→ Exercise requirements
A single number is the answer here: how many lines below include "canvas"?

→ Records for processing
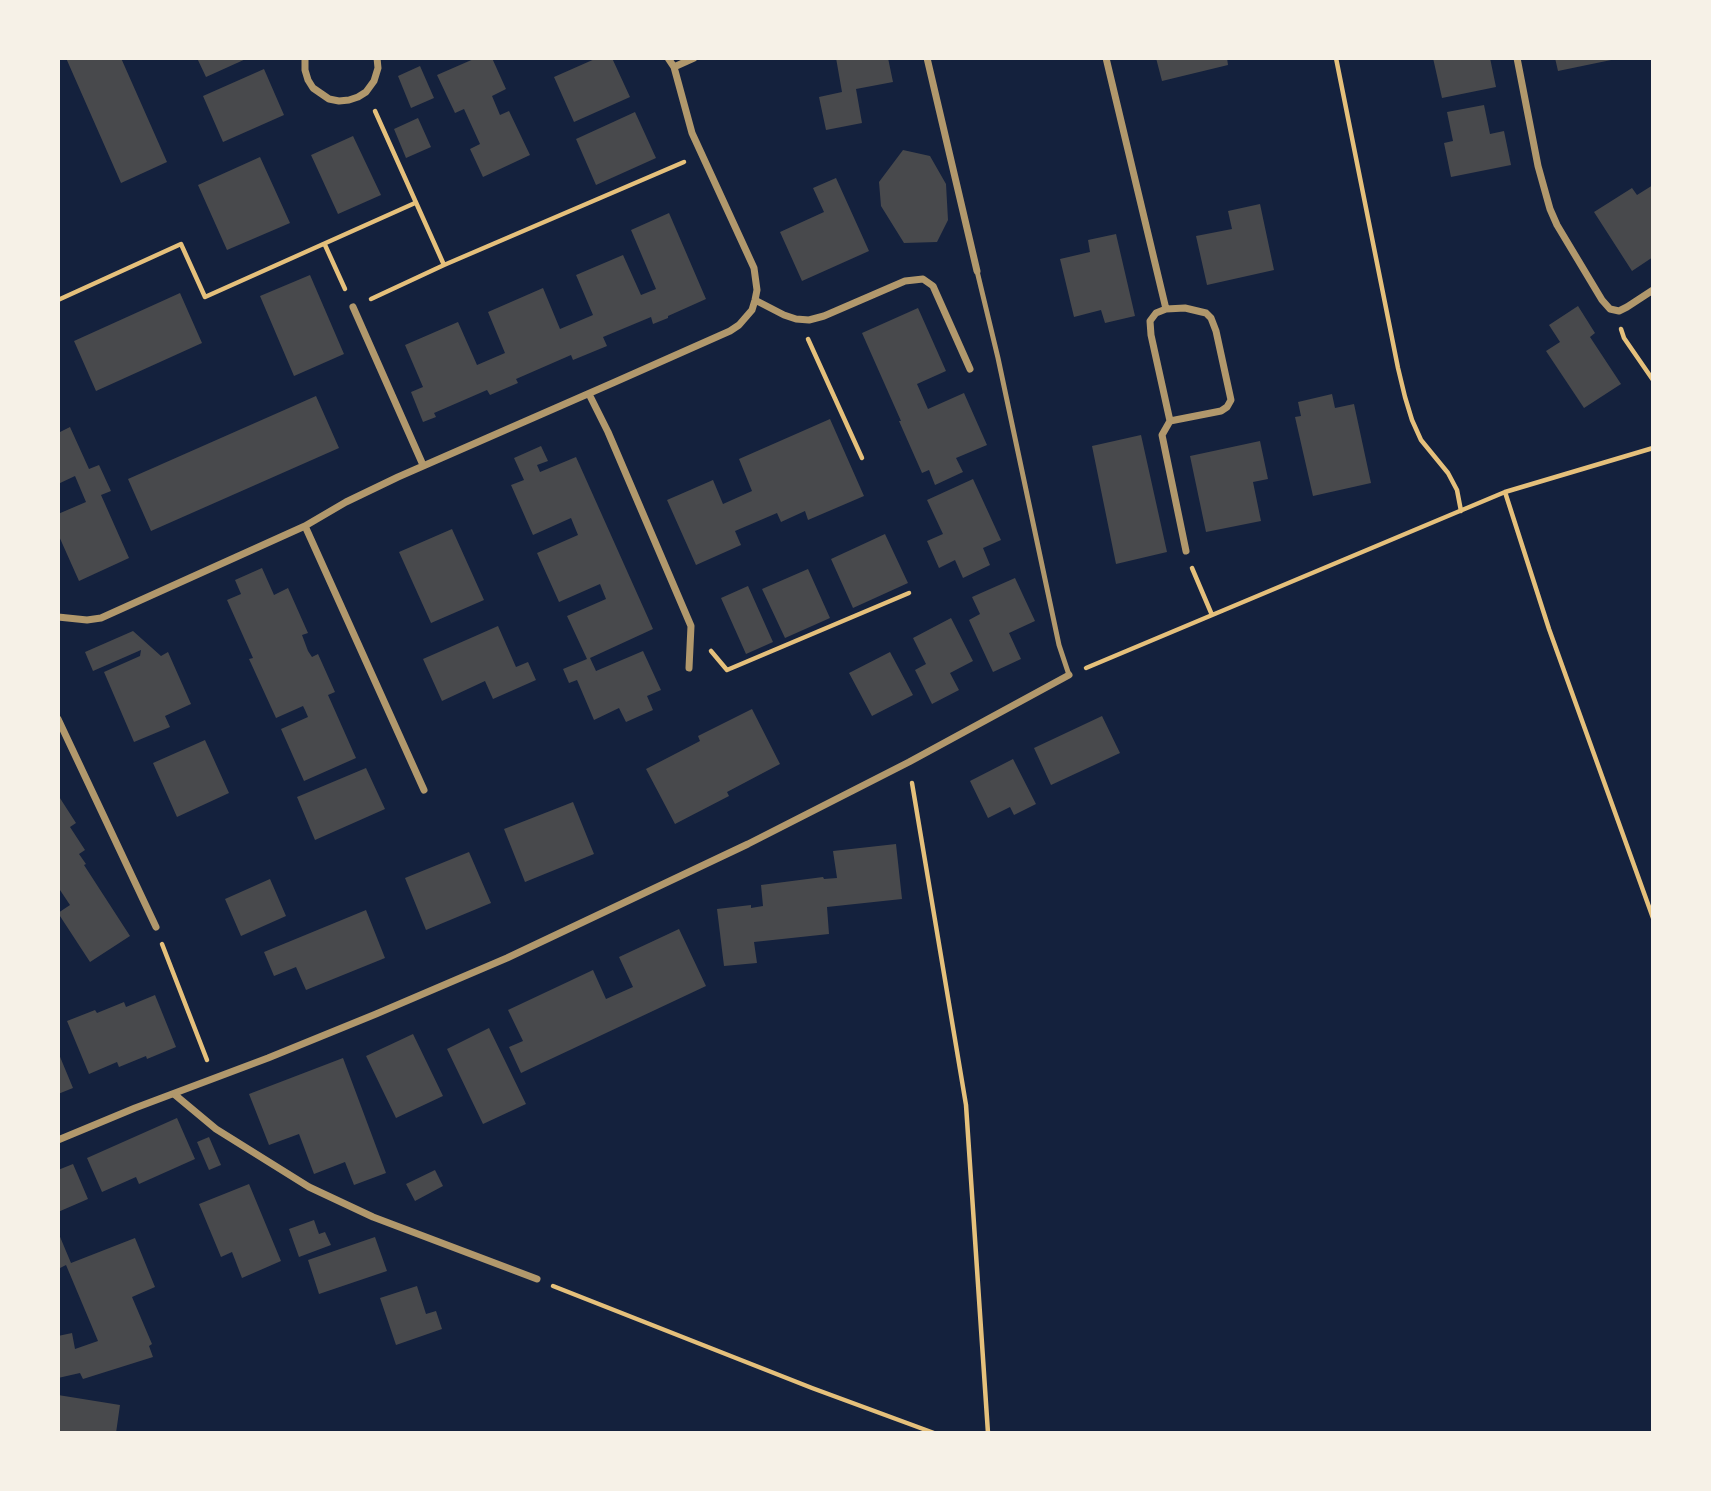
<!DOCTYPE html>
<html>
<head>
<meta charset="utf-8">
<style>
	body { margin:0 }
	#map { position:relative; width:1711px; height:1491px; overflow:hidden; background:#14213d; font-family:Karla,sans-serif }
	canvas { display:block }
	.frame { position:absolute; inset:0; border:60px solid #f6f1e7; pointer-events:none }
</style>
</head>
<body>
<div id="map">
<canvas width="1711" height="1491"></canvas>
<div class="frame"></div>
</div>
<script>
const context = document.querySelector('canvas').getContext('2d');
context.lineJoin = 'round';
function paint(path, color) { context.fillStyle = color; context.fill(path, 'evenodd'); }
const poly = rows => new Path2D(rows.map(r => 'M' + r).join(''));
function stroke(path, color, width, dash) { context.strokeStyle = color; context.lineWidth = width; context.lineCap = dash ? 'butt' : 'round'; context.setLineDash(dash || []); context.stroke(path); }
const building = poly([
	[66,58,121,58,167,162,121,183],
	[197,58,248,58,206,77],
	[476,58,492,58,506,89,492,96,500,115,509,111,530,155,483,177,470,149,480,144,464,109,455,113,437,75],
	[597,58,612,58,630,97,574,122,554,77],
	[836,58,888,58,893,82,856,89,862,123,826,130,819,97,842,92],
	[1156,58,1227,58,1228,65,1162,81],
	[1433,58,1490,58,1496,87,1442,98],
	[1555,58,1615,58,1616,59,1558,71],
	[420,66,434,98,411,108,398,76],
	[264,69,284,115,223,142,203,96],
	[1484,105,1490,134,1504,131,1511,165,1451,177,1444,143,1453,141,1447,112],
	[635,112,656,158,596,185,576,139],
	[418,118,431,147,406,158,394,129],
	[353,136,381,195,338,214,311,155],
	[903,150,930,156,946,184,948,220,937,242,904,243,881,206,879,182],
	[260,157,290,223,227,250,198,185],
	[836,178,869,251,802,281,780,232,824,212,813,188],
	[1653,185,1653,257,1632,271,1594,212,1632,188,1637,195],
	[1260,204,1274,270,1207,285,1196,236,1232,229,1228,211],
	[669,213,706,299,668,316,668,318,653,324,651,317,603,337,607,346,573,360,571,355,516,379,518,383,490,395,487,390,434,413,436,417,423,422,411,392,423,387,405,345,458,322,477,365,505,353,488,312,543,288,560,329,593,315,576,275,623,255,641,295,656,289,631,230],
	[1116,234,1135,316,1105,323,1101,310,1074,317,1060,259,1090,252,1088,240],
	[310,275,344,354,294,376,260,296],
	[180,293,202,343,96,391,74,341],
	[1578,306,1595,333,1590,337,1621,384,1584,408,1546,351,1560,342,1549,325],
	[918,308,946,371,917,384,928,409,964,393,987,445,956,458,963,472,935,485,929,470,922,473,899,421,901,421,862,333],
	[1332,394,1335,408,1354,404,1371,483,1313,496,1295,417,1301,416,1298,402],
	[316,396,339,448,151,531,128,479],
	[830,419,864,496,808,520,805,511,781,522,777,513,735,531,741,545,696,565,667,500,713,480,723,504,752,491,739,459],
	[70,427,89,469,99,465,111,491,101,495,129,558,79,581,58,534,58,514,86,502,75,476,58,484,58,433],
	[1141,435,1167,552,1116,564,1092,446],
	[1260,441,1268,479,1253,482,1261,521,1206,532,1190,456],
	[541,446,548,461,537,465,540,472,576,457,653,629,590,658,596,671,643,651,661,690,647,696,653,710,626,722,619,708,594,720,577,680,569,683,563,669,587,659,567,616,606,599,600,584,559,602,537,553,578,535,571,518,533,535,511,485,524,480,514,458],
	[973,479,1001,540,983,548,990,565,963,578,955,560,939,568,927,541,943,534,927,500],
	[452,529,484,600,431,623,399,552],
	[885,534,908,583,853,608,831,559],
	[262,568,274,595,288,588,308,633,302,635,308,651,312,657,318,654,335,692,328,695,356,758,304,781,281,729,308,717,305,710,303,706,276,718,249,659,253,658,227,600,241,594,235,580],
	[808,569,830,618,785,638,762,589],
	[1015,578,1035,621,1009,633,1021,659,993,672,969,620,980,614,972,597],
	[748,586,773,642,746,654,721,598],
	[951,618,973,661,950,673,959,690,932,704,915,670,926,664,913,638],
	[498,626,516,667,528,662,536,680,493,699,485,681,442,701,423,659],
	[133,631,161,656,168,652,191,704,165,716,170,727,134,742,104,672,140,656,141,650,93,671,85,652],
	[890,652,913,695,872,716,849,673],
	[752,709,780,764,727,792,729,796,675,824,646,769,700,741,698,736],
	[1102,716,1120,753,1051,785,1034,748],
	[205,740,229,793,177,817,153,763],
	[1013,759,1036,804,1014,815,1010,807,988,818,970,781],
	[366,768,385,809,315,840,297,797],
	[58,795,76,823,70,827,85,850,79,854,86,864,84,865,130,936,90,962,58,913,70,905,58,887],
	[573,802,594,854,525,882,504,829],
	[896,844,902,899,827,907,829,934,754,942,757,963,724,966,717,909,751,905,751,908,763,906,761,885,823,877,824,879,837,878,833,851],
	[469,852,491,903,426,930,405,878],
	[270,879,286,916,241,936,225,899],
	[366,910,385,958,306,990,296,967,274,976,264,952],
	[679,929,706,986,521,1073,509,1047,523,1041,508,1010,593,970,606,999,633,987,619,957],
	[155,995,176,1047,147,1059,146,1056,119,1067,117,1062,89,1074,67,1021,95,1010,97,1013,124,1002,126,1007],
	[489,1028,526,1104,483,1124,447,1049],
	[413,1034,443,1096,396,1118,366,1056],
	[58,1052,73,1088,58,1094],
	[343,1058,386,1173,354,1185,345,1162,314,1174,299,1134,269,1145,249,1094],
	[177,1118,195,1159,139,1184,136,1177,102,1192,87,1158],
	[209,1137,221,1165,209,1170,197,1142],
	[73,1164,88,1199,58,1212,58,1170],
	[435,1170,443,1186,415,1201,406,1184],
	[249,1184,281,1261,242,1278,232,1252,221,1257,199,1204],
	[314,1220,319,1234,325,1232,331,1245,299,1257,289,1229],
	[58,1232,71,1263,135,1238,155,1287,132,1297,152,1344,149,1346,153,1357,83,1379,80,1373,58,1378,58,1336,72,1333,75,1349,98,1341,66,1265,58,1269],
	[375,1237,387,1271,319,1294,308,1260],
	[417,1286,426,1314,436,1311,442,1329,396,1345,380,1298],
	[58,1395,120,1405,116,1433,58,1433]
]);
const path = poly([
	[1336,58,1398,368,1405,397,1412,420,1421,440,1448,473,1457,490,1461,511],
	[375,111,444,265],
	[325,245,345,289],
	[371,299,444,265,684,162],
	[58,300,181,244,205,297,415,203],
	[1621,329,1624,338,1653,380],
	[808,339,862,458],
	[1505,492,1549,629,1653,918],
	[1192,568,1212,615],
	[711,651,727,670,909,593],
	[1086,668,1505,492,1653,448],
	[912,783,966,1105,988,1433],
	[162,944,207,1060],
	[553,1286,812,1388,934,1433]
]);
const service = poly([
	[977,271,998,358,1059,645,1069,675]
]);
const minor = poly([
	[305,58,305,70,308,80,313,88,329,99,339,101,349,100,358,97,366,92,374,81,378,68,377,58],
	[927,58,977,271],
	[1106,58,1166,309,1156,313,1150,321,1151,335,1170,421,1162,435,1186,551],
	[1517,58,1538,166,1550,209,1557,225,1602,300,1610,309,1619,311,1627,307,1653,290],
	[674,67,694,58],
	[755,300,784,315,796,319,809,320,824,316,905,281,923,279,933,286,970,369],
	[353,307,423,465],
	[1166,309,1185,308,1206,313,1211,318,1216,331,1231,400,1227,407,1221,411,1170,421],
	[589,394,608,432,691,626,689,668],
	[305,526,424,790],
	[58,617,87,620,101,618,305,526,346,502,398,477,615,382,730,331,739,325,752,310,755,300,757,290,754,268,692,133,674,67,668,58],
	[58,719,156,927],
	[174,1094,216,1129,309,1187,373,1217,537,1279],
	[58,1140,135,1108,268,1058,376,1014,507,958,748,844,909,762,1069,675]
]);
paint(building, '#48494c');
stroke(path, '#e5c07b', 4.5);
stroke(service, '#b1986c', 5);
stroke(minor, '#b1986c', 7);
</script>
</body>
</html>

→ Solution
3